Aiven for ClickHouse can be deployed either as a single node, a single shard of three nodes, or multiple shards of three nodes each.

  • With a single shard, all data is present in all servers and all servers can be used for reads and writes (no main server, leader, or replica).
  • With multiple shards, the data is split between all shards and the data of each shard is present in all nodes of the shard.

Aiven exposes each Aiven for ClickHouse service as a single server URL. Connections go to any of the servers in the cluster. ClickHouse replicates writes between servers. For synchronizing schema and similar metadata between servers, Aiven for ClickHouse uses ZooKeeper, which runs on each ClickHouse server.

Coordinating services

Each Aiven for ClickHouse node runs ClickHouse, ZooKeeper, and Astacus.

ZooKeeper

ZooKeeper coordinates and synchronizes the following across nodes:

  • Database schema: CREATE, UPDATE, or ALTER TABLE via ClickHouse's Replicated database engine.

  • Table data: Via ClickHouse's ReplicatedMergeTree table engine. Data is transferred directly between ClickHouse servers, not through ZooKeeper.

  • Users, roles, quotas, and row policies: Stored and replicated across the cluster by ClickHouse.

    note

    Storing users, roles, quotas, and row policies in ZooKeeper ensures that role-based access control (RBAC) is applied consistently across the cluster. This approach was developed at Aiven and is now part of upstream ClickHouse.

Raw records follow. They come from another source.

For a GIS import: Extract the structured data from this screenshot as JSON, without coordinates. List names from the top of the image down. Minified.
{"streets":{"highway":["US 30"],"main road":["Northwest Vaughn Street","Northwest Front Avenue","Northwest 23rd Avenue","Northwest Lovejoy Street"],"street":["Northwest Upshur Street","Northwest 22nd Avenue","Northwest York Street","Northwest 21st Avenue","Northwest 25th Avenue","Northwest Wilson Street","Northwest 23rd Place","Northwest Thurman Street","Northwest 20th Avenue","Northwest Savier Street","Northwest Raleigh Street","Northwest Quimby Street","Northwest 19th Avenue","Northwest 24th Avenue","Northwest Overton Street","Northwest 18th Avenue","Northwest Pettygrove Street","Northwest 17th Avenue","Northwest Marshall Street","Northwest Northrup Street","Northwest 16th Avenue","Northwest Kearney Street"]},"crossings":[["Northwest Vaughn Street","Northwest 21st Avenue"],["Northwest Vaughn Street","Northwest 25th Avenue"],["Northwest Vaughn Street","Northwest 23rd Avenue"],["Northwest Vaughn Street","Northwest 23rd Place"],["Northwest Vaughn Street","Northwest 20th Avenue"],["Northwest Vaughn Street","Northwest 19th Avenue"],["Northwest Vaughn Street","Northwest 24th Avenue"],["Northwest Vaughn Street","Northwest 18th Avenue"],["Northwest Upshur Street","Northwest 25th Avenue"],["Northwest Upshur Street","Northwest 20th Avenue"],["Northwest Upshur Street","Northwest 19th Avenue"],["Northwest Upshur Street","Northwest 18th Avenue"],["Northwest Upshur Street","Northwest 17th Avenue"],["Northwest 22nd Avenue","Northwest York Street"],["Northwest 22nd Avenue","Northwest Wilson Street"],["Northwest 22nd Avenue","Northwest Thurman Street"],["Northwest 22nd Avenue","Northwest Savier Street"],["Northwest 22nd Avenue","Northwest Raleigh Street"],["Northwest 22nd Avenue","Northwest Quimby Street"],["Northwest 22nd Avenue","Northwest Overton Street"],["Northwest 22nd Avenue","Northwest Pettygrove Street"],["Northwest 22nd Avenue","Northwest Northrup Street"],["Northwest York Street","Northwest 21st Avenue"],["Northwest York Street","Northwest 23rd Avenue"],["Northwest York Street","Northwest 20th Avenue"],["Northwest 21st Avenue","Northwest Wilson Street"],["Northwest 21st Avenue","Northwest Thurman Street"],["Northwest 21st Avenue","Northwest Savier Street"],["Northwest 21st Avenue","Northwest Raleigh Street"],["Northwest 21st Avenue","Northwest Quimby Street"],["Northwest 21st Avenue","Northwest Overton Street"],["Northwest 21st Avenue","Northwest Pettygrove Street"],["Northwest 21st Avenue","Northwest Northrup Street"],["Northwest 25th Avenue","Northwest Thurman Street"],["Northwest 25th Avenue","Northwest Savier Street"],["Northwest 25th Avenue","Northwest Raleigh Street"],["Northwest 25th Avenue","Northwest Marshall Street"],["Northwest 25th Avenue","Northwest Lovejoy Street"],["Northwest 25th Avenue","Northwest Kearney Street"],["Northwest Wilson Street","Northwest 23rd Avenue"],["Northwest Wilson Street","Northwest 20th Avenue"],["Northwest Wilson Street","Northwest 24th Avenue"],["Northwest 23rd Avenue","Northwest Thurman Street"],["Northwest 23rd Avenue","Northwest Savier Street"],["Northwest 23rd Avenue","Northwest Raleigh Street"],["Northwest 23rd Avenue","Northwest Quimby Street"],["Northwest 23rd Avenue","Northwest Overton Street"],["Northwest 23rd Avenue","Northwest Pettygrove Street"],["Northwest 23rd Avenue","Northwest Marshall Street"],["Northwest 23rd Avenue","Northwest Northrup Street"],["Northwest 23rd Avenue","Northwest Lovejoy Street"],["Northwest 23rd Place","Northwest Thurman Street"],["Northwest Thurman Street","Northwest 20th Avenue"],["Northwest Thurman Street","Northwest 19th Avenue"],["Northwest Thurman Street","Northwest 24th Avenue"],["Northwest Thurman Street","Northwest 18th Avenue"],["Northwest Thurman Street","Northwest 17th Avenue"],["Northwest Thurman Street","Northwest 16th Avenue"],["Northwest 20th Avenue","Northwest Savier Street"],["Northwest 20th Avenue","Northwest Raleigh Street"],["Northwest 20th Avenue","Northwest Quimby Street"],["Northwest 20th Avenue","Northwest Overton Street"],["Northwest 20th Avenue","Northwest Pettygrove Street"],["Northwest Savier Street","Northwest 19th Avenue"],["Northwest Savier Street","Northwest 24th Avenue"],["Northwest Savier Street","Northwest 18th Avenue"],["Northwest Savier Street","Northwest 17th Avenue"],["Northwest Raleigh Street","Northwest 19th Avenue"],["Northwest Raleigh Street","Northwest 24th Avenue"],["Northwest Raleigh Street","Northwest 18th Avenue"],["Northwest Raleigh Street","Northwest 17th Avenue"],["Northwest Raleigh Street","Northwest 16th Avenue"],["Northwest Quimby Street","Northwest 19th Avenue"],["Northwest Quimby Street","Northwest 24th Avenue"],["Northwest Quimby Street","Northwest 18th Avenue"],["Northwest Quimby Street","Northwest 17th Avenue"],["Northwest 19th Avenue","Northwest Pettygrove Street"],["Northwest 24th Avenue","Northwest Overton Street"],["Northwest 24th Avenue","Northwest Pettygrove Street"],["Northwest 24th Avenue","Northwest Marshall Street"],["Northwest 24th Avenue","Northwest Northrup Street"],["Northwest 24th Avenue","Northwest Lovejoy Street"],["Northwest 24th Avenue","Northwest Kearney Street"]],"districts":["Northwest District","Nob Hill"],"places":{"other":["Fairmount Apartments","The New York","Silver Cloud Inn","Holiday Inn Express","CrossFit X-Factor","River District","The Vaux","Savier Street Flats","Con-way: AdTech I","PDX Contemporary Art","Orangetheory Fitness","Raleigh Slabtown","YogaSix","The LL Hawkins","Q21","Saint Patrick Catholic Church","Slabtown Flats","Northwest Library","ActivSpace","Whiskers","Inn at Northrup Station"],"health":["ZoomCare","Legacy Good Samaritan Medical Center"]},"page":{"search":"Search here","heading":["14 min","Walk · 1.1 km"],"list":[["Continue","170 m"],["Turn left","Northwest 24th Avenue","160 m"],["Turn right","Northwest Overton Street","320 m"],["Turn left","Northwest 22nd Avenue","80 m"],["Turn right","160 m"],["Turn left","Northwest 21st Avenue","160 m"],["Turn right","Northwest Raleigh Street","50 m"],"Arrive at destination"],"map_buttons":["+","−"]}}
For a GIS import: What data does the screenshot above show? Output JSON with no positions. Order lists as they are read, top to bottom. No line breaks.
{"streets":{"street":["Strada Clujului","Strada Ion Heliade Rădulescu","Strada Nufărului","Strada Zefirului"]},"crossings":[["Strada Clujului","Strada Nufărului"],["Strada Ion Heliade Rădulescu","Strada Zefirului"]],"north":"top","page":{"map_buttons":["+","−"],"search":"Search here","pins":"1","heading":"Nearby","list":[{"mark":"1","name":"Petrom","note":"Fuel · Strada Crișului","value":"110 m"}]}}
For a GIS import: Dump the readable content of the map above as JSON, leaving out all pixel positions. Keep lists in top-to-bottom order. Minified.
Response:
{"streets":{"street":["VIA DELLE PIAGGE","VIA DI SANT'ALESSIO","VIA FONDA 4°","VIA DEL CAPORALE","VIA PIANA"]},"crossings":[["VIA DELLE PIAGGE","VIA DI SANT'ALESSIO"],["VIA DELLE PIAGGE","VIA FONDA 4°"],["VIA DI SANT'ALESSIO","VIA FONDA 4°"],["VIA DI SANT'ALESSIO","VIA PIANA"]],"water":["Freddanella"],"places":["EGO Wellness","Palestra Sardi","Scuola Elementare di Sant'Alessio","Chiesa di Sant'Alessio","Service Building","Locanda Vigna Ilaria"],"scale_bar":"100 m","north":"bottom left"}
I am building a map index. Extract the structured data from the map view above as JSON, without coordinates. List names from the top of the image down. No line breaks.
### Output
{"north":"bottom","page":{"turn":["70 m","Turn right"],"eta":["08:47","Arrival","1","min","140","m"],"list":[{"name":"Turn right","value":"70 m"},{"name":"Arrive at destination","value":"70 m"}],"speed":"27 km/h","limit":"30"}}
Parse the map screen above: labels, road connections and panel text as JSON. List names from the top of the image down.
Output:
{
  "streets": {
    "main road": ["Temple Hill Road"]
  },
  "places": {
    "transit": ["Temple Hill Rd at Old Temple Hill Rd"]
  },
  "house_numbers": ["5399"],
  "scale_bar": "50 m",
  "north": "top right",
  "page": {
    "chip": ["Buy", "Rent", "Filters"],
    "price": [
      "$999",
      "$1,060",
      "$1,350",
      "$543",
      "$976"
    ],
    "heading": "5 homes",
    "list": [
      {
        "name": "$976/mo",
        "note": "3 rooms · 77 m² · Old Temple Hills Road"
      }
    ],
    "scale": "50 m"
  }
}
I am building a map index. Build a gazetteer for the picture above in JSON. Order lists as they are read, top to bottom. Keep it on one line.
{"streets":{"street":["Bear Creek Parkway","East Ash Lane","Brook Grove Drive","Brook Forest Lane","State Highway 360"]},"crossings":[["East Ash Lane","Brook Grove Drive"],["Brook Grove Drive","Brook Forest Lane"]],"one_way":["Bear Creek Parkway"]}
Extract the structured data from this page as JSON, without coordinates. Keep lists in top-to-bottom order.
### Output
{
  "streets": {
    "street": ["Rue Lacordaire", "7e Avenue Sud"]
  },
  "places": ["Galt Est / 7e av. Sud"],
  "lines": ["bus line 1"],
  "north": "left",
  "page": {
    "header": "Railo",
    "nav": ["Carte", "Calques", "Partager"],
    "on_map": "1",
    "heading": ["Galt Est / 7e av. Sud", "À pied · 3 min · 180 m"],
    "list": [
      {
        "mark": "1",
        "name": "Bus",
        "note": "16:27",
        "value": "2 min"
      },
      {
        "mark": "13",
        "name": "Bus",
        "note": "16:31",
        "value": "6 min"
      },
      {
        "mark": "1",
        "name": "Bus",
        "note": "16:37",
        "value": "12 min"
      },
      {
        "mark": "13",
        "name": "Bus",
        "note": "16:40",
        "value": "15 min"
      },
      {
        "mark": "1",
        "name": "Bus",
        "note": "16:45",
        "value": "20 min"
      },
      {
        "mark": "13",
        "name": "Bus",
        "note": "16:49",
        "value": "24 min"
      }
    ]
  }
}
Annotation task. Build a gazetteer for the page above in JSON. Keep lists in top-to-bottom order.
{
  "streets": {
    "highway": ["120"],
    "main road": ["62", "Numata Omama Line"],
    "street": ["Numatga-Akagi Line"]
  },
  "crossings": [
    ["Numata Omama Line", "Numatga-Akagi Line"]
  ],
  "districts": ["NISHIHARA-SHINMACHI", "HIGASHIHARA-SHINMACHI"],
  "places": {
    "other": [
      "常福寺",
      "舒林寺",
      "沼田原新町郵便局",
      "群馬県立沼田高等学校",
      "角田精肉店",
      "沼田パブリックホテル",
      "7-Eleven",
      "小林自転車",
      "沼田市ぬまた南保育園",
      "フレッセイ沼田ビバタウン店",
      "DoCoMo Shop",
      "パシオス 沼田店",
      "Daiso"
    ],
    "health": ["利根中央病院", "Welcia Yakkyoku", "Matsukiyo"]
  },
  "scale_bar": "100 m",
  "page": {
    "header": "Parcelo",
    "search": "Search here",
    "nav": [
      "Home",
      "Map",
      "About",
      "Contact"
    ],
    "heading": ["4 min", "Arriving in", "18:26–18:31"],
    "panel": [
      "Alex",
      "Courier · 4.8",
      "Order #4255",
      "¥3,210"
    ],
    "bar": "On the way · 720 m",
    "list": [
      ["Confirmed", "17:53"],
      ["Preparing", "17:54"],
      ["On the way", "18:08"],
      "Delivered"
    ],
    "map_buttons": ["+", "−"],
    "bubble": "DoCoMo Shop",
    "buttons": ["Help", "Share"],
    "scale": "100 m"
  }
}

ZooKeeper runs one process per node and is only accessible from within the cluster.

Astacus

Astacus is an open-source project from Aiven that coordinates backups of cluster databases, including ClickHouse.

Data architecture

Aiven for ClickHouse enforces:

  • Full schema replication: All databases, tables, users, and grants are the same on all nodes.
  • Full data replication: Table rows are the same on all nodes within a shard.

Astacus performs most backup and restore operations.

Engines: database and table

ClickHouse uses two kinds of engines: database engines and table engines.

  • Database engine: Controls how tables are listed, created, and deleted. It can restrict which table engines a database allows and can manage replication.
  • Table engine: Controls how data is stored on disk or read from external sources (exposed as a virtual table).

Replicated database engine

The default ClickHouse database engine is Atomic. It creates table metadata on disk and configures which table engines each database allows.

Aiven for ClickHouse uses the Replicated database engine, a variant of Atomic. This engine replicates CREATE, UPDATE, and ALTER TABLE operations to all servers via ZooKeeper. All servers share the same table schema, so they act as one cluster rather than separate servers.

Replicated table engine

The table engine handles INSERT and SELECT. The most common engines in Aiven for ClickHouse are in the MergeTree family.

For a list of all the table engines that you can use in Aiven for ClickHouse, see Supported table engines in Aiven for ClickHouse.

MergeTree engine

With the MergeTree engine, each INSERT creates at least one new file. Each file is written once and never modified. In the background, these files (called parts) are merged and rewritten into a compact form. This write pattern drives ClickHouse performance.

  • INSERT: Batch inserts to avoid creating many small parts.
  • UPDATE and DELETE: Batch these operations. Updating or removing a single row requires rewriting the whole part that contains it (all other rows in that part are kept).
  • SELECT: Runs quickly because data in a part is immutable and files can be cached.

ReplicatedMergeTree engine

Each MergeTree engine has a matching ReplicatedMergeTree engine that replicates writes using ZooKeeper. Data is copied directly between ClickHouse servers; ZooKeeper only keeps a shared log of update operations. Nodes add entries to the log and watch for changes to apply.

When you create a table with a MergeTree engine, Aiven for ClickHouse rewrites the query to use ReplicatedMergeTree. All tables are replicated so every server has the same data, forming a high-availability cluster.